The best desktop OS is...

Dear me. Just because I recently talked about Windows XP SP3's virtues and vices, some people seem to think I've turned away from my beloved Linux systems. Nope, I'm still a rock-solid Linux desktop user.

In fact, I'm writing this tale on my #2 desktop, which runs openSUSE 10.3. But, just because I use Linux all the time-my current office's desktop offerings include the aforementioned openSUSE, Mint 4.0, Ubuntu 8.04, MEPIS 7.0, Freespire 2.03-doesn't mean that I don't run other desktop operating systems. I do. XP SP3 has the lead with three systems running it-two on virtual machines under Linux and one natively; two Macs running Tiger and Leopard; a copy of the newest OpenSolaris that I'm still tuning, and one system that I tolerate having Vista SP1 on.

Some people collect baseball cards, I collect operating systems. It keeps me off the streets.

So, I really do know a fair amount about Windows and Mac OS X, as well as Unix and Linux, actually do the things they do at a deep level. And, that's why Linux desktops are the ones that I personally use and recommend.

To take one example of why I'm in no danger of switching to Windows anytime soon, security continues to be a fundamental problem in any variety of Windows starting with Windows for Workgroups to Vista SP1 and Server 2008. In fact, the newest Windows still have the same breed of problems that plagued the 16-year old Windows for Workgroup: they're single-user systems trying to be secure in a multi-user networked world.

The classic example is that Windows applications have been designed to interoperate easily with each other. Thanks to such technologies over the years as DDE (Dynamic Data Exchange), OLE (Object Linking and Embedding) and ActiveX, it's mindlessly simple to move data from Internet Explorer to Excel to Word and so on. That's great, if you could trust either the data or the data-connection to only be used correctly.

On a single-user system, that's not much of a problem. On a network, it's a real security problem, and on an Internet connected PC, it's a disaster. It's why ActiveX is always showing up in security problem news.

Microsoft does try to makes it systems more secure, but the problem is too deep in Microsoft's operating systems and applications to ever be fixed. The boys from Redmond decided ages ago that the interoperability goodness was more valuable than attempting to reorganize their entire software stack to make it more secure.

So, instead, all Microsoft can do is to keep pasting patches over each crack as it appears. But, just like if you built a house on a leaky, sandy foundation, you're never going to stop pumping out the water and shoring it up.

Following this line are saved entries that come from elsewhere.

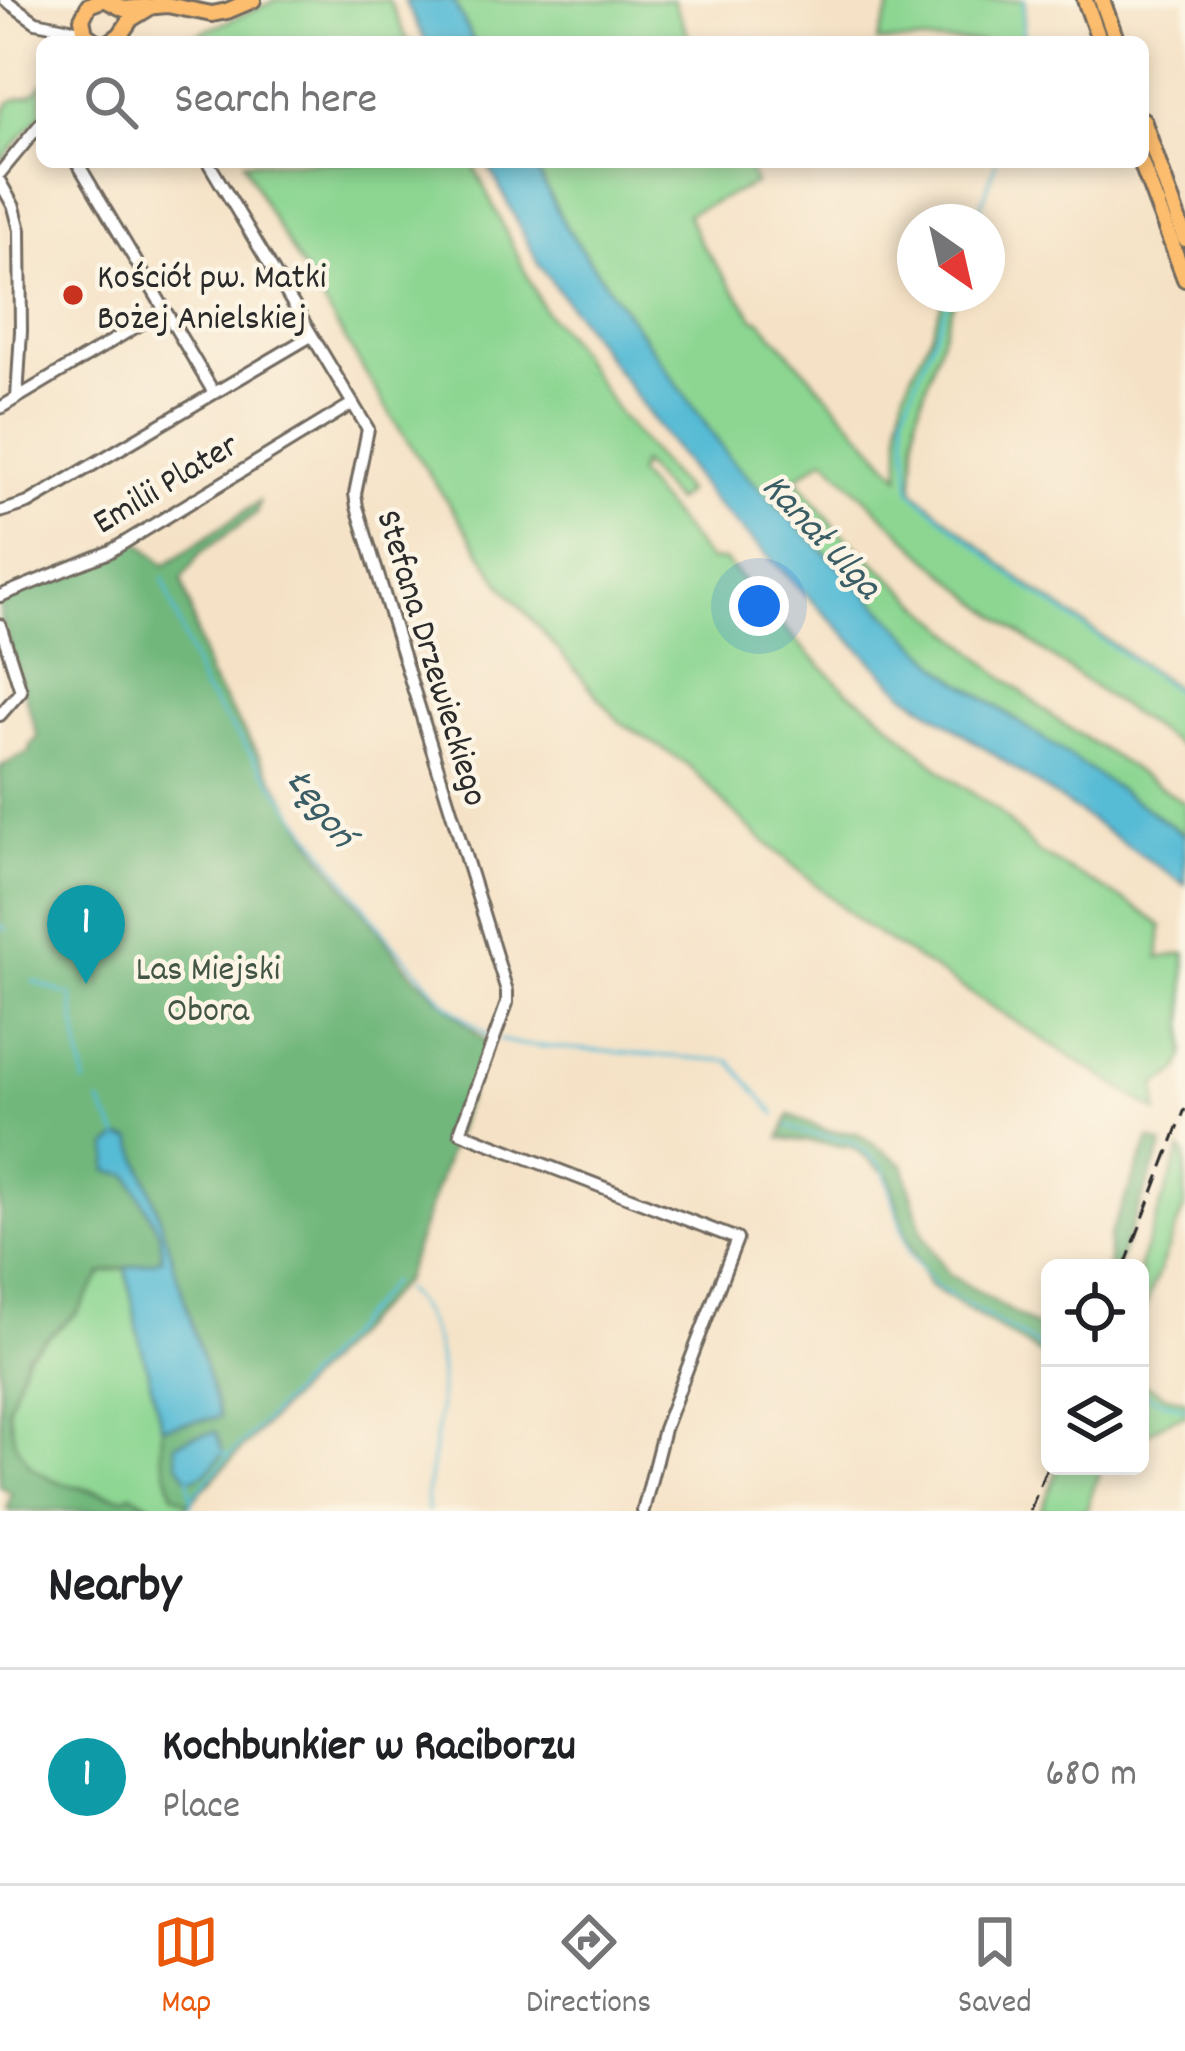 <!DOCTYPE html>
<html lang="en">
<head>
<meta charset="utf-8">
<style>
	:root { --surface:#fff; --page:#f2f2f2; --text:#202124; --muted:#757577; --line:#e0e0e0; --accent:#ea580c }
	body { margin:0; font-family:Dekko,sans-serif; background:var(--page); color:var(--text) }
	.controls { position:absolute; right:36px; bottom:36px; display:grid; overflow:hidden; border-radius:18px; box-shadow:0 6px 18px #0003 }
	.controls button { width:108px; height:108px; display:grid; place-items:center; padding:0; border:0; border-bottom:3px solid var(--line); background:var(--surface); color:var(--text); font:60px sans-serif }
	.compass { position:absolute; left:897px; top:204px; width:108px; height:108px; border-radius:50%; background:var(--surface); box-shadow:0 6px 18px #0003; rotate:146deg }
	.you { position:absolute; left:759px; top:606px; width:42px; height:42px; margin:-30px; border:9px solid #fff; border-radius:50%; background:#1a73e8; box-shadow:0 0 0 18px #1a73e833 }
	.badge { display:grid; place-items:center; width:78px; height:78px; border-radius:50%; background:var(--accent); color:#fff; font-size:39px; font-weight:700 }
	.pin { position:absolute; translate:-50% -99px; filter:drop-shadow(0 3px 6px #0008) }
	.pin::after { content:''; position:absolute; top:63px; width:42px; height:36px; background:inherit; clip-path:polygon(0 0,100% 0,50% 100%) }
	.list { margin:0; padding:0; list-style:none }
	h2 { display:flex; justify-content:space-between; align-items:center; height:156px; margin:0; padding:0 48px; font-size:51px }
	h2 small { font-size:39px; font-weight:400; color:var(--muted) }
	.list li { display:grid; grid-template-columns:78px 1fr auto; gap:36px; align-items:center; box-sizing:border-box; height:216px; padding:0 48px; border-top:3px solid var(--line) }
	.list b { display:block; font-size:45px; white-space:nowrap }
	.list p { margin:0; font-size:39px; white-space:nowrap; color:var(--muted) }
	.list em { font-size:39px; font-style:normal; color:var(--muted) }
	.icon { flex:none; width:66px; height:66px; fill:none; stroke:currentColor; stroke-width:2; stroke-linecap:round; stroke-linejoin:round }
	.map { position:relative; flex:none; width:1185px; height:1511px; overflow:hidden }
	.search { position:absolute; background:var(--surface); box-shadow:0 6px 18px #0003; left:36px; right:36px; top:36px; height:132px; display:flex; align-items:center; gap:30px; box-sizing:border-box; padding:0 42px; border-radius:18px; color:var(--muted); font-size:45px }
	.sheet { height:372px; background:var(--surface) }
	nav { display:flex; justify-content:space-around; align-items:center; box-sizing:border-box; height:168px; border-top:3px solid var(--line); background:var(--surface); font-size:33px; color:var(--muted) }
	nav a { display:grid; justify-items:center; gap:6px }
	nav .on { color:var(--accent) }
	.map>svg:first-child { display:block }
</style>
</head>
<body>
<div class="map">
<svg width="1185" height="1511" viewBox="0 0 1185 1511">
	<rect width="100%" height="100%" fill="#fcf5e5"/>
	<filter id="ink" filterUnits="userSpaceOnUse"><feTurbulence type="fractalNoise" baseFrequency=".00833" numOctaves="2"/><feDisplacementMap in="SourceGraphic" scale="24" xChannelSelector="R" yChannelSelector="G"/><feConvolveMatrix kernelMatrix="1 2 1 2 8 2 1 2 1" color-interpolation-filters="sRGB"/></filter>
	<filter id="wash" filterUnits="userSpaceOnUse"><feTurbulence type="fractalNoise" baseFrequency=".004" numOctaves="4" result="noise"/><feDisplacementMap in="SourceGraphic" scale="48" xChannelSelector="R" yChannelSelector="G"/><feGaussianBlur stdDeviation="2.7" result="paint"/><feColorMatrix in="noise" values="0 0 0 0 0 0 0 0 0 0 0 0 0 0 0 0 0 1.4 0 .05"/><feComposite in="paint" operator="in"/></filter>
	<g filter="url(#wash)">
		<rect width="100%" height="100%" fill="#f5e2c6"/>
		<path fill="#8cd692" stroke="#5c805e" stroke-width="3" d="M 277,0 L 389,0 L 408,42 L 180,42 Z
			M 453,0 L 673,0 L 691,42 L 474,42 Z
			M 893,0 L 1025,0 L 1023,42 L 877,42 Z
			M 42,84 L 42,113 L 0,162 C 0,146 0,115 9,103 C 22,93 31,102 42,84 Z
			M 244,162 L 472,162 L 544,310 L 570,341 L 622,418 L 686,492 L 675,502 L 641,463 L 637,474 L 709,560 L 724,560 L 799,644 L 847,691 L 875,710 L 945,774 L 998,811 L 1038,852 L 1134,906 L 1162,926 L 1159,958 L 1185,953 L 1185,1055 L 1178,1072 L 1156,1085 L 1158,1112 L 865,926 L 749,828 L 688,765 L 619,721 L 502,585 L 395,422 L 266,208 Z
			M 533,162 L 745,162 L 755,184 L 687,214 L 701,244 L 756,320 L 760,320 L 900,476 L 900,419 L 905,389 L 931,334 L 945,294 L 956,294 L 916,417 L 913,490 L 1022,581 L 1185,694 L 1185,750 C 1121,706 1057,663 996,615 C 935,568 880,512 825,458 L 796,478 L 836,528 L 997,672 L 1054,718 L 1185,803 L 1185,835 L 946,672 L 731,460 L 565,225 Z
			M 1181,1150 L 1185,1154 L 1185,1205 L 1140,1320 L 1140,1268 L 1138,1268 Z
			M 126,1268 L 140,1341 L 162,1427 L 161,1454 L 173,1494 L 190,1503 L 180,1511 L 167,1511 L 165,1507 L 159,1509 L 132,1494 L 124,1498 L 54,1481 L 32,1468 L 15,1443 L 8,1408 L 27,1354 L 77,1313 L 102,1273 Z
			M 1140,1382 L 1166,1396 L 1185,1400 L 1185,1416 C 1169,1417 1154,1430 1140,1439 Z
			M 1059,1466 L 1101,1466 L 1086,1511 L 1041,1511 Z"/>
		<path fill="#71b77c" stroke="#4e7154" stroke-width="3" d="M 259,502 L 256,514 L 200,553 L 182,579 L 209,676 L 320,853 L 407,968 L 487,1043 L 404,1280 L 190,1503 L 173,1494 L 161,1454 L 162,1427 L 219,1417 L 153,1196 L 132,1140 L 119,1138 L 129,1175 L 159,1232 L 162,1259 L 102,1273 L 77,1313 L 27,1354 L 8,1408 L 15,1443 L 32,1468 L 54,1481 L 94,1492 L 124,1498 L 131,1494 L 159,1511 L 10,1511 L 7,1509 L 11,1493 L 0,1486 L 0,767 L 31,751 L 30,746 L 38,737 L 0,616 L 0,599 L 136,539 L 165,565 Z
			M 790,1115 L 828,1131 L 857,1133 L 903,1164 L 924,1236 L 949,1274 L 1050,1335 L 1050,1360 L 929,1286 L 906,1237 L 889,1176 L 852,1147 L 780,1138 Z
			M 1150,1139 L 1163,1145 L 1116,1268 L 1107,1268 L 1109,1262 L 1109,1237 Z"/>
		<path fill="#57bbd5" stroke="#417380" stroke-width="3" d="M 404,0 L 453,0 L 474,42 L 426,42 Z
			M 487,162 L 533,162 L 565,226 L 731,460 L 946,672 L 1185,835 L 1185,885 L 904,693 L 713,501 L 538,263 Z
			M 119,1138 L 132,1139 L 153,1196 L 220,1417 L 162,1427 L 140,1341 L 126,1268 L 162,1259 L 159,1232 L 129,1175 L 108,1171 L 109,1146 Z
			M 216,1432 L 223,1453 C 214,1465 205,1477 189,1479 L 178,1464 L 175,1444 L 194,1436 Z"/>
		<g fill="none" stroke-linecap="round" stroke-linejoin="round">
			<path stroke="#57bbd5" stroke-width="3" d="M 1022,42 L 1024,0
				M 976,222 L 996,162
				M 951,294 L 904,412 L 911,491 L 1021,583 L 1185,697
				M 163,578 L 202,688 L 390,940 L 446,1003 L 488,1036
				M 0,925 L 6,930
				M 33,981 L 66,994
				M 71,994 L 85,1084
				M 500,1040 L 523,1045 L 730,1061 L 776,1115
				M 100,1102 L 119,1138
				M 788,1126 L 804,1133 L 852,1141 L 883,1167 L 909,1253 L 934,1285 L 1050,1353
				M 404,1290 C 461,1345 436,1424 427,1493 L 427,1511
				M 1140,1394 L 1185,1408
				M 223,1453 L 229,1456 C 286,1401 340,1342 391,1282
				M 189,1479 L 192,1503 L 189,1506
				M 191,1499 L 229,1456"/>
		</g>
	</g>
	<g filter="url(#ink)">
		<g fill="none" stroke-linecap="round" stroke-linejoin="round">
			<g stroke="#726b61" stroke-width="16">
				<path id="minor" d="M 5,0 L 36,22 L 85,32
					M 77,162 L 214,393
					M 208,162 L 368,429 L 355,494 L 357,507 L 507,991 L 507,1003 L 460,1132 L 737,1239 L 664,1429 L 643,1511
					M 0,173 L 42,122
					M 0,182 L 14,207 L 20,230 L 21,331 L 17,398
					M 0,408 L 164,310
					M 0,512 L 28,503 L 311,336
					M 0,596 L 109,552 L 352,404
					M 0,625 L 21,691 L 0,715"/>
			</g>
			<g stroke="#726b61" stroke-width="20">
				<path id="major" d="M 106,0 L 124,9 L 167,5 L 212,14 L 227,11 L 253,0
					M 1085,0 L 1100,42
					M 1102,0 L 1117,42
					M 96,42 L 85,34 L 82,19 L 89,5 L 102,0
					M 110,42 L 120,35 L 131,19 L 149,8
					M 1143,120 L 1185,239
					M 1141,162 L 1185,279"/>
			</g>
			<use href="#minor" stroke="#fff" stroke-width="10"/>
			<use href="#major" stroke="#fcbd6e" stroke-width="14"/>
			<path stroke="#2b2b2b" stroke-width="3" stroke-dasharray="18 9" stroke-linecap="butt" d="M 1124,1268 L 1185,1109
				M 1030,1511 L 1050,1459"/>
		</g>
	</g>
	<circle fill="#c8321e" stroke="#fcf5e5" stroke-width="4.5" cx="73" cy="295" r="12"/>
	<g text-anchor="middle" stroke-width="9" stroke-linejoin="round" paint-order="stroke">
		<g font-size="36" fill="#2b2b2b" stroke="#fcf5e5" text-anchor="start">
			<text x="97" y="287">Kościół pw. Matki<tspan x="97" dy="41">Bożej Anielskiej</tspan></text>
		</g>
		<g font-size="36" fill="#2b2b2b" stroke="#fcf5e5">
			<text transform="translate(164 481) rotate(-31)" y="13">Emilii Plater</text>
			<text transform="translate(435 657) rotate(73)" y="13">Stefana Drzewieckiego</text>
		</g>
		<g font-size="36" fill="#435645" stroke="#fcf5e5">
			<text x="208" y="979">Las Miejski<tspan x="208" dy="41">Obora</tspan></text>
		</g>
		<g font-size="39" font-style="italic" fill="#3a5d66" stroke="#fcf5e5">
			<text transform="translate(824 534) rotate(47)" y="14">Kanał Ulga</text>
			<text transform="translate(324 806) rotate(53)" y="14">Łęgoń</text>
		</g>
	</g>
</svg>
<div class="controls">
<button><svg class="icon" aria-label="locate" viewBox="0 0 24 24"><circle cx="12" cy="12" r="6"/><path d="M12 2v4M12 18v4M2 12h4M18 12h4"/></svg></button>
<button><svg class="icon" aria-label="layers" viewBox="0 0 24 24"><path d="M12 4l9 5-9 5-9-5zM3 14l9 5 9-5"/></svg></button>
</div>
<svg class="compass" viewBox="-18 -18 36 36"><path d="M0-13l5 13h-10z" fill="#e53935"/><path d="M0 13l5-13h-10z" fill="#757577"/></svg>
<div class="you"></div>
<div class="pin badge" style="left:86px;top:984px;background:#0f9aa8">1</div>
<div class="search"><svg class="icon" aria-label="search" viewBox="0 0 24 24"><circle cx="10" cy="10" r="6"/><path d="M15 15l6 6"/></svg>Search here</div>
</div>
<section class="sheet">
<h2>Nearby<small></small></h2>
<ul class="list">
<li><span class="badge" style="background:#0f9aa8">1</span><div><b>Kochbunkier w Raciborzu</b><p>Place</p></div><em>680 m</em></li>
</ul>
</section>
<nav>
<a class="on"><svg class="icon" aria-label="map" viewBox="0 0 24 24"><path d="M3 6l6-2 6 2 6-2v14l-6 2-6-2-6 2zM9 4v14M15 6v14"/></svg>Map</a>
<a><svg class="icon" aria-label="directions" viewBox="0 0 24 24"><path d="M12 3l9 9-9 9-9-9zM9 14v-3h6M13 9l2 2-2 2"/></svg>Directions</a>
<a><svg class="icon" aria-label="saved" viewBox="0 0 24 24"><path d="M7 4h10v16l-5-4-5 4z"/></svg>Saved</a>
</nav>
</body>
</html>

Of course, you can, as all too often happens, not patch it up. It's those millions of under-protected Windows PCs that provide the fertile fields for botnets.

Linux, like its ancestor Unix, on the other hand, was designed from the first to be multi-user networked operating system. Privacy and security protection were baked in from the start. That does make transporting data from one program to another more difficult, but it's a lot easier to work out data transfer protocols than it is to get security right.

For me, it's really simple. Even if desktop Linux were as popular as Windows and had as many would-be crackers working on its locks, it would still be inherently far more secure than Windows.

Can Linux be cracked? Sure, any system can be cracked. That's not the question. The question is: Which system is fundamentally more secure and easier to keep secure?" The winning answer by a mile is Linux, and that's why I'm sticking with it for my primary desktop.